_Problem details_
Using the string "LEADER" as the key, pull each matching line out of the records below.

_Data extracts_

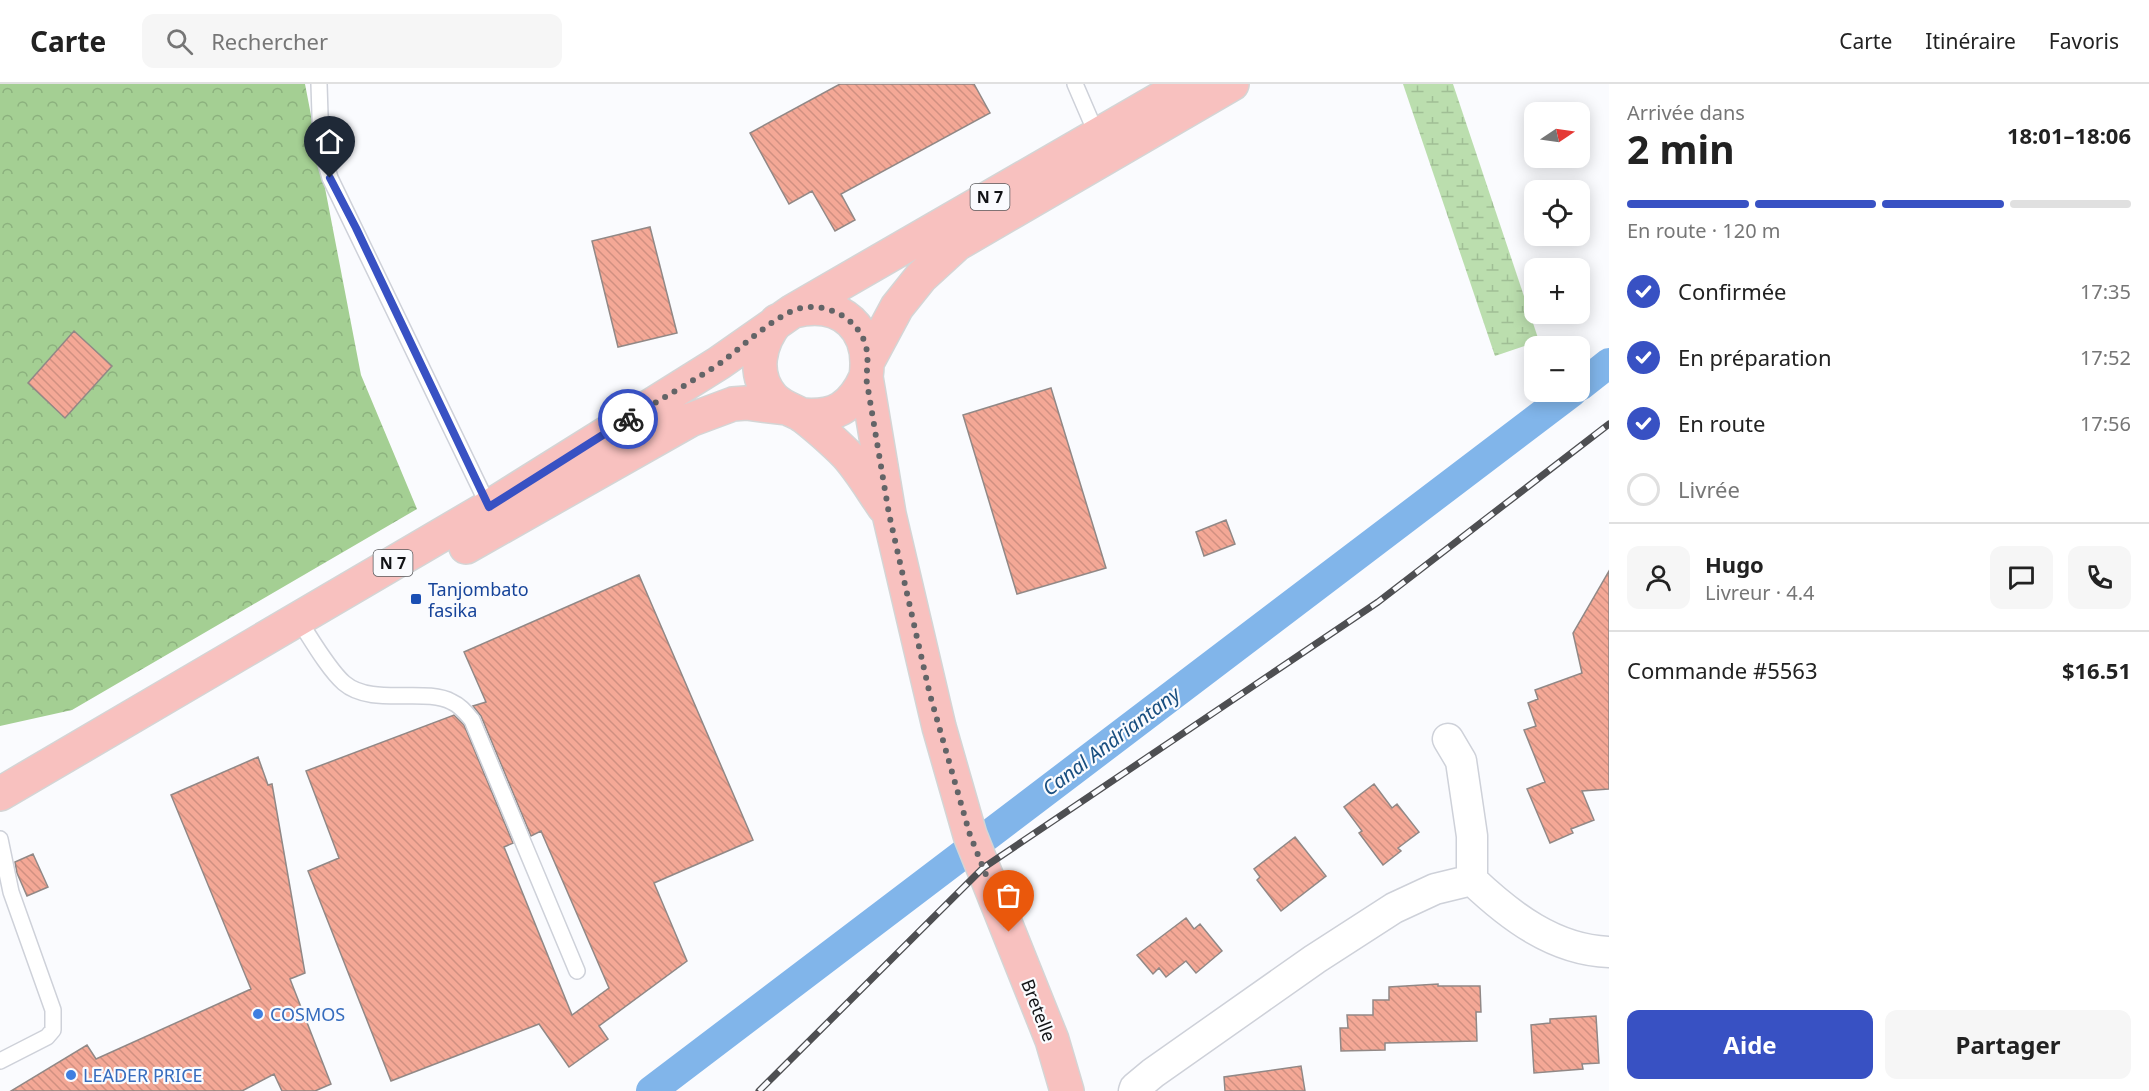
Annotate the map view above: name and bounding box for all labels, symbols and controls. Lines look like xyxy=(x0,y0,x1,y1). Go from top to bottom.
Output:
search box xyxy=(142,14,562,68)
text: Carte xyxy=(30,22,106,60)
icon: search xyxy=(163,25,196,58)
text: Rechercher xyxy=(211,26,328,56)
text: Carte xyxy=(1839,27,1892,55)
text: Itinéraire xyxy=(1925,27,2016,55)
text: Favoris xyxy=(2049,27,2119,55)
text: Arrivée dans xyxy=(1627,99,1745,126)
north arrow xyxy=(1524,102,1590,168)
map controls xyxy=(1524,102,1590,402)
pin xyxy=(304,116,355,178)
text: 18:01–18:06 xyxy=(2007,120,2131,150)
text: 2 min xyxy=(1627,122,1734,175)
icon: home xyxy=(313,125,346,158)
button: locate xyxy=(1524,180,1590,246)
road number: N 7 xyxy=(970,184,1010,210)
text: En route · 120 m xyxy=(1627,217,1780,244)
button: + xyxy=(1524,258,1590,324)
icon: check xyxy=(1627,275,1660,308)
text: Confirmée xyxy=(1678,276,1787,306)
text: 17:35 xyxy=(2080,278,2131,305)
button: − xyxy=(1524,336,1590,402)
icon: check xyxy=(1627,341,1660,374)
text: En préparation xyxy=(1678,342,1832,372)
text: 17:52 xyxy=(2080,344,2131,371)
courier xyxy=(598,389,658,449)
icon: bike xyxy=(612,403,645,436)
icon: check xyxy=(1627,407,1660,440)
text: En route xyxy=(1678,408,1765,438)
text: 17:56 xyxy=(2080,410,2131,437)
text: Livrée xyxy=(1678,474,1740,504)
button: person xyxy=(1627,546,1690,609)
button: chat xyxy=(1990,546,2053,609)
button: phone xyxy=(2068,546,2131,609)
text: Hugo xyxy=(1705,549,1764,579)
road number: N 7 xyxy=(374,550,412,576)
place label: Tanjombato fasika xyxy=(428,577,529,622)
text: Livreur · 4.4 xyxy=(1705,579,1815,606)
marker: Tanjombato fasika xyxy=(409,592,423,606)
text: Commande #5563 xyxy=(1627,655,1818,685)
text: $16.51 xyxy=(2062,655,2131,685)
water label: Canal Andriantany xyxy=(1037,679,1187,802)
pin xyxy=(983,870,1034,932)
icon: bag xyxy=(992,879,1025,912)
street label: Bretelle xyxy=(1016,975,1062,1045)
place label: COSMOS xyxy=(270,1002,345,1026)
marker: COSMOS xyxy=(251,1007,265,1021)
button: Aide xyxy=(1627,1010,1873,1079)
button: Partager xyxy=(1885,1010,2131,1079)
place label: LEADER PRICE xyxy=(83,1063,203,1087)
marker: LEADER PRICE xyxy=(64,1068,78,1082)

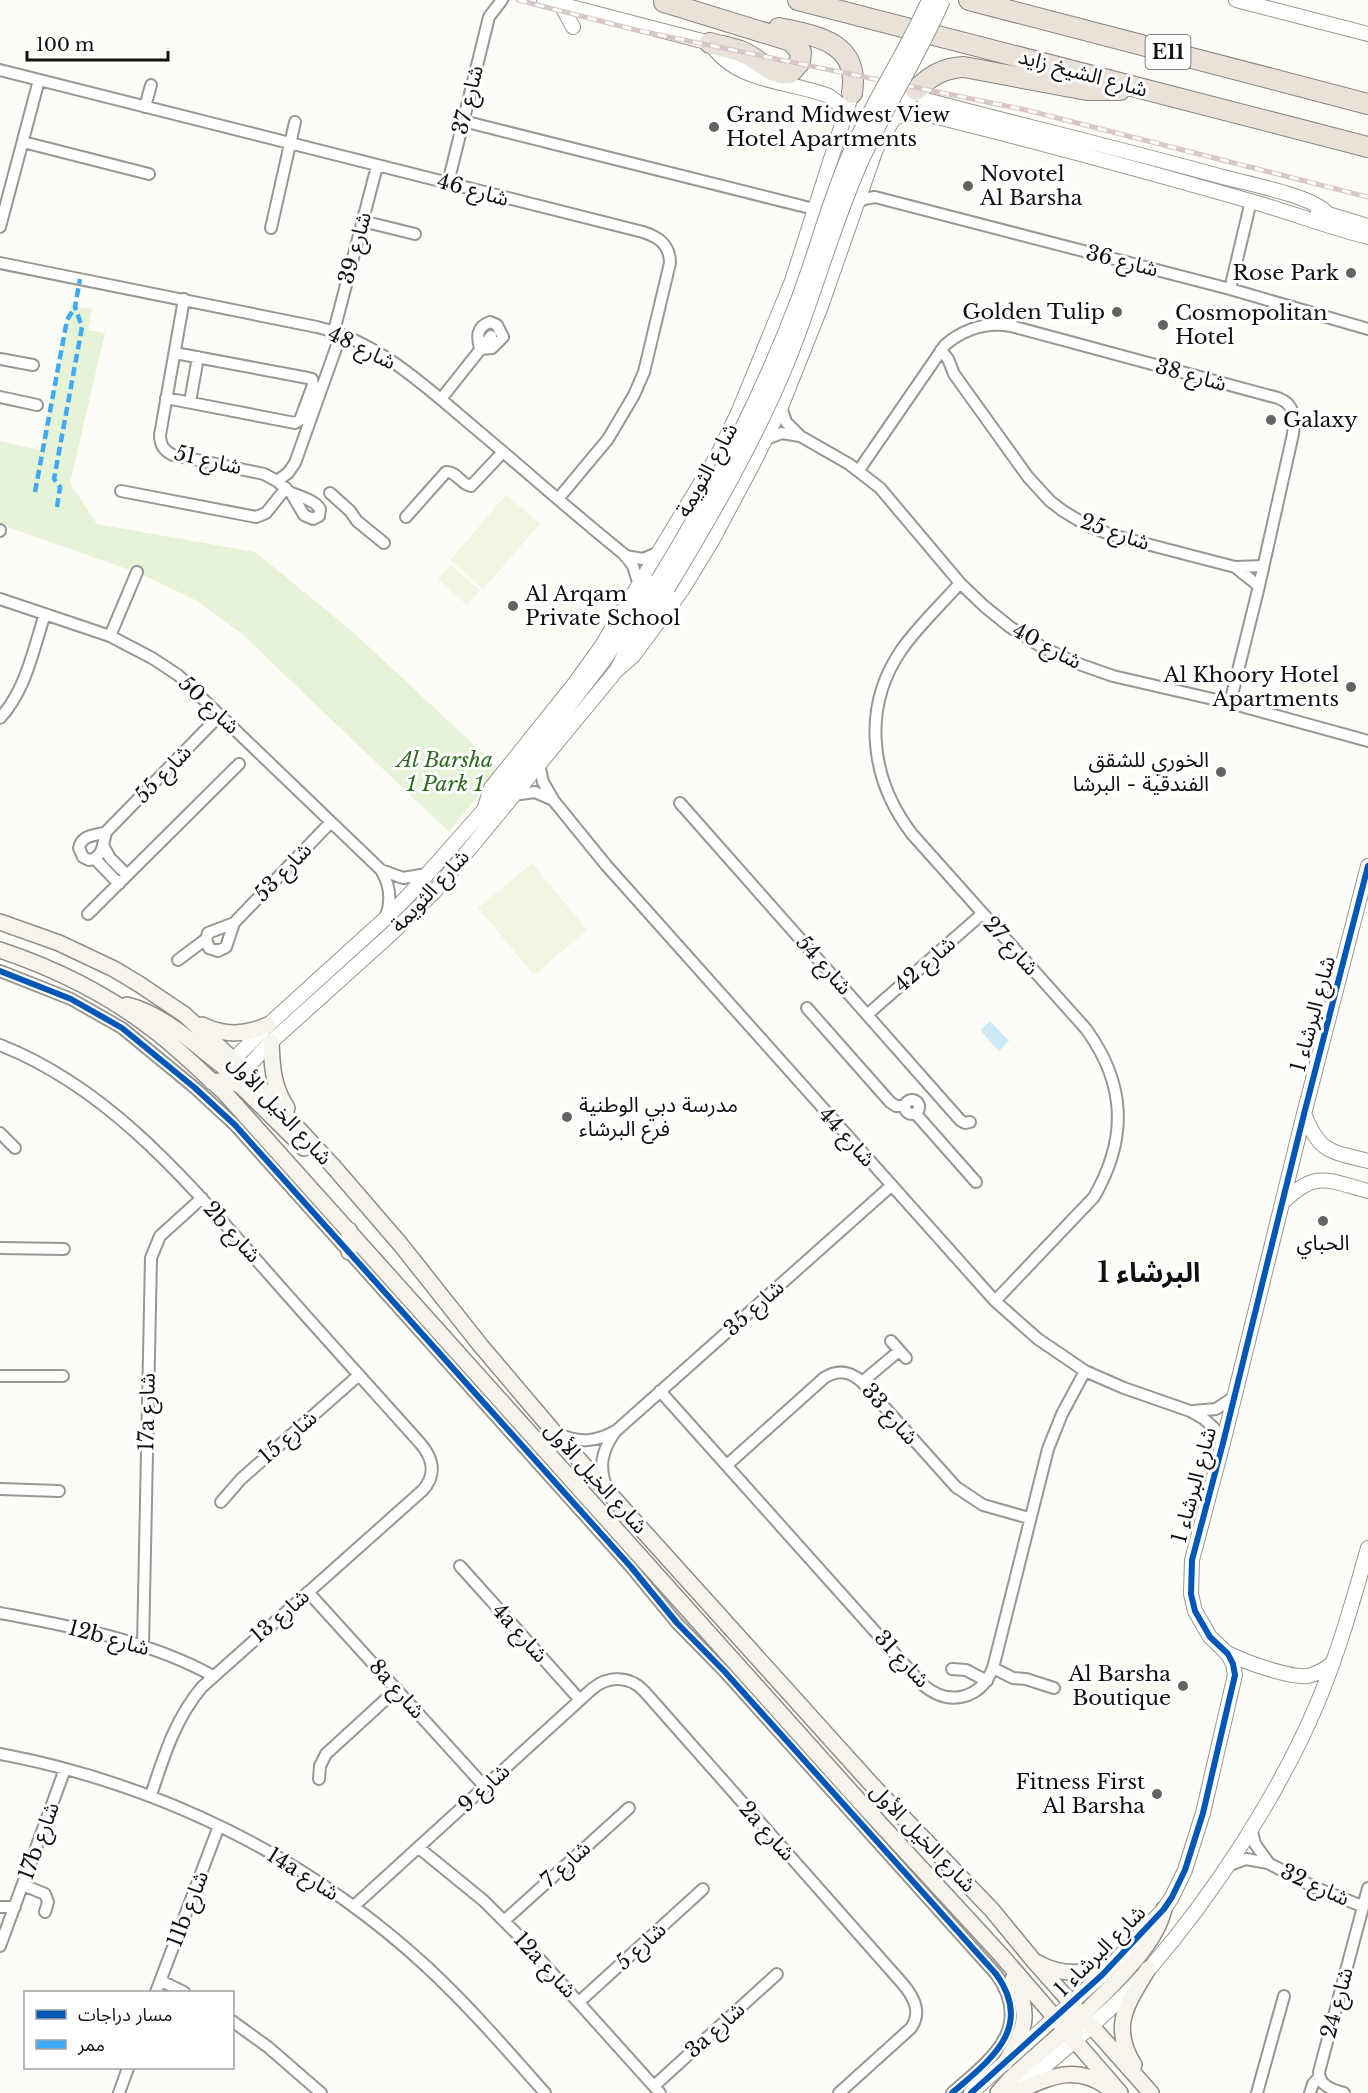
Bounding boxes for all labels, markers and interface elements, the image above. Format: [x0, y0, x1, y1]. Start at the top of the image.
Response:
scale bar [27, 24, 168, 62]
text: 100 m [36, 34, 94, 56]
road number: E11 [1146, 35, 1190, 69]
street label: شارع الشيخ زايد [1015, 43, 1150, 105]
street label: شارع 37 [447, 63, 491, 138]
place label: Grand Midwest View Hotel Apartments [726, 102, 950, 152]
marker: Grand Midwest View Hotel Apartments [707, 120, 721, 134]
place label: Novotel Al Barsha [979, 161, 1083, 211]
street label: شارع 46 [434, 168, 512, 214]
marker: Novotel Al Barsha [961, 179, 975, 193]
street label: شارع 39 [333, 209, 379, 287]
street label: شارع 36 [1083, 240, 1161, 284]
place label: Rose Park [1233, 260, 1339, 286]
marker: Rose Park [1344, 266, 1358, 280]
place label: Golden Tulip [962, 299, 1105, 325]
place label: Cosmopolitan Hotel [1175, 300, 1327, 350]
marker: Golden Tulip [1110, 305, 1124, 319]
marker: Cosmopolitan Hotel [1156, 318, 1170, 332]
street label: شارع 48 [323, 321, 400, 377]
street label: شارع 38 [1152, 353, 1229, 399]
place label: Galaxy [1283, 407, 1358, 433]
marker: Galaxy [1264, 413, 1278, 427]
street label: شارع الثويمة [670, 418, 745, 523]
street label: شارع 51 [171, 440, 244, 482]
street label: شارع 25 [1076, 508, 1153, 558]
place label: Al Arqam Private School [524, 581, 680, 631]
marker: Al Arqam Private School [506, 599, 520, 613]
street label: شارع 40 [1007, 617, 1086, 677]
place label: Al Khoory Hotel Apartments [1162, 662, 1339, 712]
street label: شارع 50 [172, 670, 245, 741]
marker: Al Khoory Hotel Apartments [1344, 680, 1358, 694]
street label: شارع 55 [129, 739, 198, 810]
park label: Al Barsha 1 Park 1 [394, 747, 493, 797]
place label: الخوري للشقق الفندقية - البرشا [1073, 747, 1209, 797]
marker: الخوري للشقق الفندقية - البرشا [1214, 765, 1228, 779]
street label: شارع 53 [249, 837, 319, 908]
street label: شارع الثويمة [385, 844, 476, 939]
street label: شارع 27 [976, 911, 1044, 982]
street label: شارع 54 [789, 930, 857, 1001]
street label: شارع 42 [889, 931, 962, 999]
street label: شارع البرشاء 1 [1285, 953, 1343, 1075]
street label: شارع الخيل الأول [221, 1050, 338, 1172]
place label: مدرسة دبي الوطنية فرع البرشاء [579, 1092, 738, 1144]
street label: شارع 44 [812, 1102, 881, 1174]
marker: مدرسة دبي الوطنية فرع البرشاء [560, 1110, 574, 1124]
street label: 2b شارع [196, 1196, 266, 1269]
marker: الحباي [1316, 1214, 1330, 1228]
place label: الحباي [1296, 1230, 1350, 1259]
district label: البرشاء 1 [1098, 1256, 1201, 1289]
street label: شارع 35 [719, 1274, 791, 1343]
street label: 17a شارع [133, 1373, 163, 1451]
street label: شارع 33 [855, 1378, 924, 1451]
street label: شارع 15 [254, 1405, 324, 1471]
street label: شارع الخيل الأول [538, 1417, 653, 1540]
street label: شارع البرشاء 1 [1166, 1424, 1224, 1546]
street label: شارع 13 [245, 1583, 316, 1650]
street label: 4a شارع [485, 1598, 553, 1669]
street label: 12b شارع [65, 1615, 152, 1663]
street label: شارع 31 [867, 1625, 935, 1695]
street label: 8a شارع [362, 1654, 430, 1725]
place label: Al Barsha Boutique [1068, 1661, 1171, 1711]
marker: Al Barsha Boutique [1176, 1679, 1190, 1693]
street label: شارع 9 [453, 1758, 517, 1819]
place label: Fitness First Al Barsha [1016, 1769, 1145, 1819]
street label: شارع الخيل الأول [863, 1778, 981, 1899]
marker: Fitness First Al Barsha [1150, 1787, 1164, 1801]
street label: 2a شارع [732, 1796, 801, 1868]
street label: 17b شارع [13, 1799, 67, 1884]
street label: شارع 7 [536, 1835, 597, 1894]
street label: 14a شارع [261, 1842, 344, 1908]
street label: شارع 32 [1276, 1858, 1354, 1914]
street label: 11b شارع [162, 1867, 216, 1951]
street label: شارع البرشاء 1 [1049, 1900, 1153, 2004]
street label: شارع 5 [610, 1917, 673, 1977]
street label: 12a شارع [507, 1927, 582, 2005]
street label: شارع 24 [1315, 1965, 1361, 2042]
legend [24, 1991, 234, 2069]
street label: 3a شارع [680, 1996, 752, 2065]
text: مسار دراجات [78, 2004, 173, 2026]
text: ممر [77, 2034, 105, 2056]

_Response to this task_
place label: LEADER PRICE xyxy=(83,1063,203,1087)
marker: LEADER PRICE xyxy=(64,1068,78,1082)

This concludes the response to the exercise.